Read an Excerpt
by Nuala O'Faolain
If you live, as I do, in a part of Ireland popular with tourists, you become hardened to the transactions involved in photography. Your own mild bay and headland stares at you, lurid, from the postcards on sale beside every till. You shrug, embarrassed, at the garish images you catch sight of in brochures that have lured visitors across the sea to confront the singularly evasive reality of Ireland. You see the holiday makers lined up, laughing, their hair blowing across their faces for the friend who shouts "Say cheese!" Their well-being will be there in the holiday snap, but the place where they stood might be anywhere. At a scenic bend of the road near my cottage, there are as many pointing lenses, sometimes, as outside a celebrity premiere. A local man tethers his donkey there, and he fixes a pipe between the donkey's teeth, and -- click-click! -- the tourists photograph the pipe-smoking Irish donkey. What else can they do with it?
And then, this. This American child of Ireland gives us these photographs.
Jon Michael Riley talks of thanking the land of Ireland and the people of Ireland for the gift of grace that came upon him when he was with us, making this record. But how to thank him for the gifts he has showered on us in return? Here is Ireland fully escaped from literary or historical text -- pounced on by a lover who has had the patience to wait for it to reveal its secret, visionary self. These are the private beauties of an apparently plain and muted landscape, displayed for him, the lover, because he has stalked the angle, the light, the moment, when the beloved could be shown to best advantage.

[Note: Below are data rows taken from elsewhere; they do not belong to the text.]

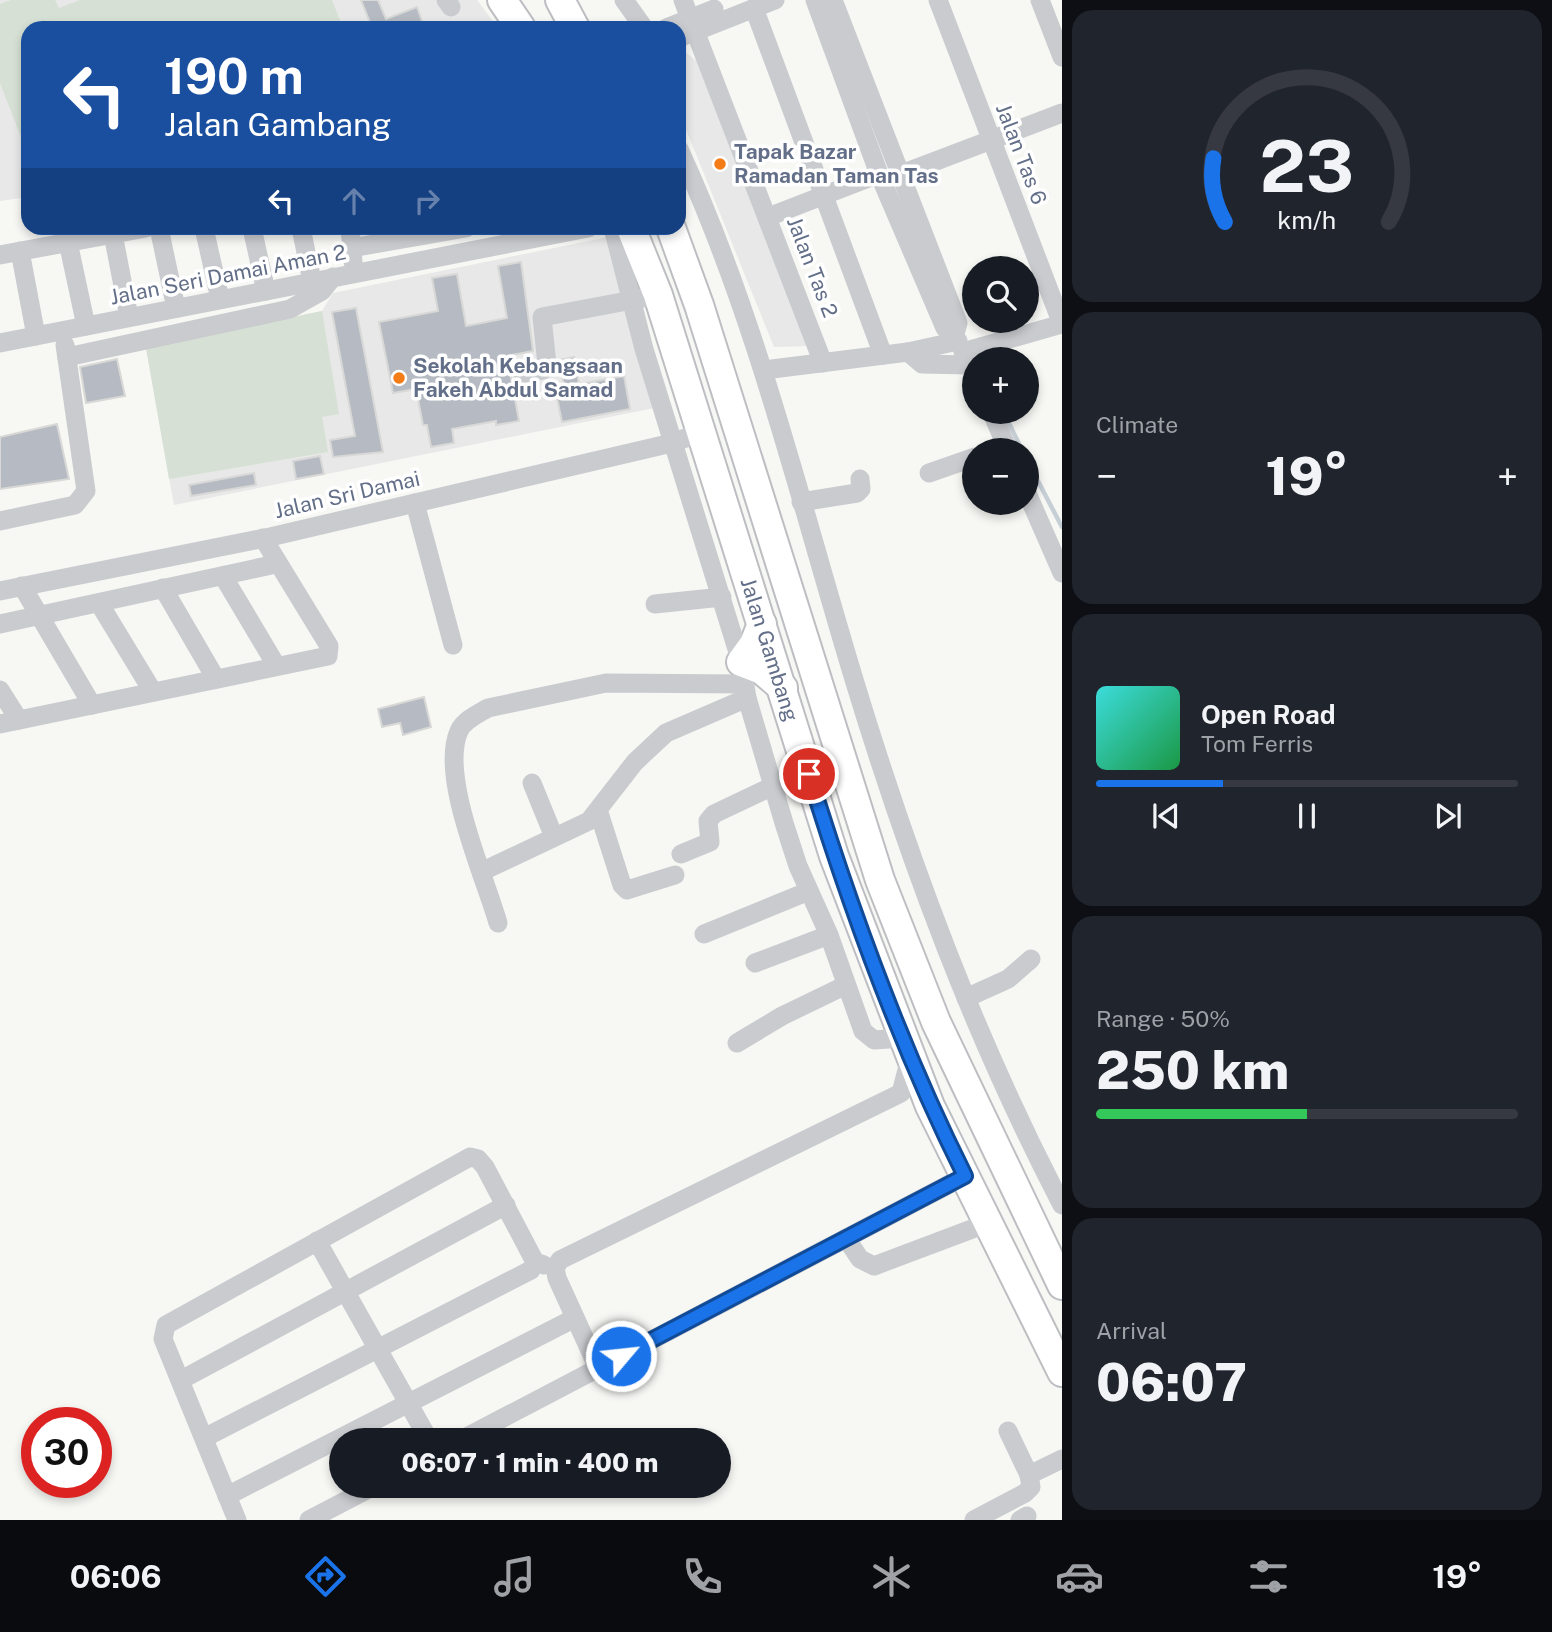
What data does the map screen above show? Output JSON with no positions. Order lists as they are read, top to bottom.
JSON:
{
  "streets": {
    "highway": ["Jalan Gambang"],
    "street": [
      "Jalan Tas 6",
      "Jalan Tas 2",
      "Jalan Seri Damai Aman 2",
      "Jalan Sri Damai"
    ]
  },
  "crossings": [
    ["Jalan Sri Damai", "Jalan Gambang"]
  ],
  "places": ["Tapak Bazar Ramadan Taman Tas", "Sekolah Kebangsaan Fakeh Abdul Samad"],
  "page": {
    "turn": ["190 m", "Jalan Gambang"],
    "map_buttons": ["+", "−"],
    "tile": [
      "Climate",
      ["Range · 50%", "250 km"],
      ["Arrival", "06:07"]
    ],
    "heat": ["−", "19°", "+"],
    "song": ["Open Road", "Tom Ferris"],
    "limit": "30",
    "trip": "06:07 · 1 min · 400 m",
    "tabs": ["06:06", "19°"],
    "gauge": ["23", "km/h"]
  }
}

His sympathy for the Ireland he both invents and records is all-embracing. Over and over, the drama within a photograph is the movement towards each other of the animate and the animate, whose coexistence can then be seen as a joyous affirmation of the shared organic being of things. His white sheep shelter under a hawthorn tree that is exploding with white blossom. His barn dog on Valentia is framed by old roof slates, stone walls, crumbling plaster, a wooden window half gone to dust: wistful dog and abandoned building belong together on some third cusp that is neither alive nor lifeless. The gravestones at Graiguenamanagh are one with the neat modern house behind them, and the figures of an outdoor Crucifixion scene mediate the young trees behind and the long meadow grasses that wave in front. The great bulk of the ceremonial mound at Newgrange stamps its authority on a landscape no less made than itself by human toil in the service of human need. Yeats' chair all but talks to his window. At Powerscourt House the stalks of the water lilies on the artificial lake wittily mimic the confusion of baroque and neoclassical beyond them. In the vision of this photographer, past, present, and the moment of the taking of the photograph are one, and this is the Irishness in him, seeing how it is here. Because neither ancient nor modern is the truth here: the mixture is the truth.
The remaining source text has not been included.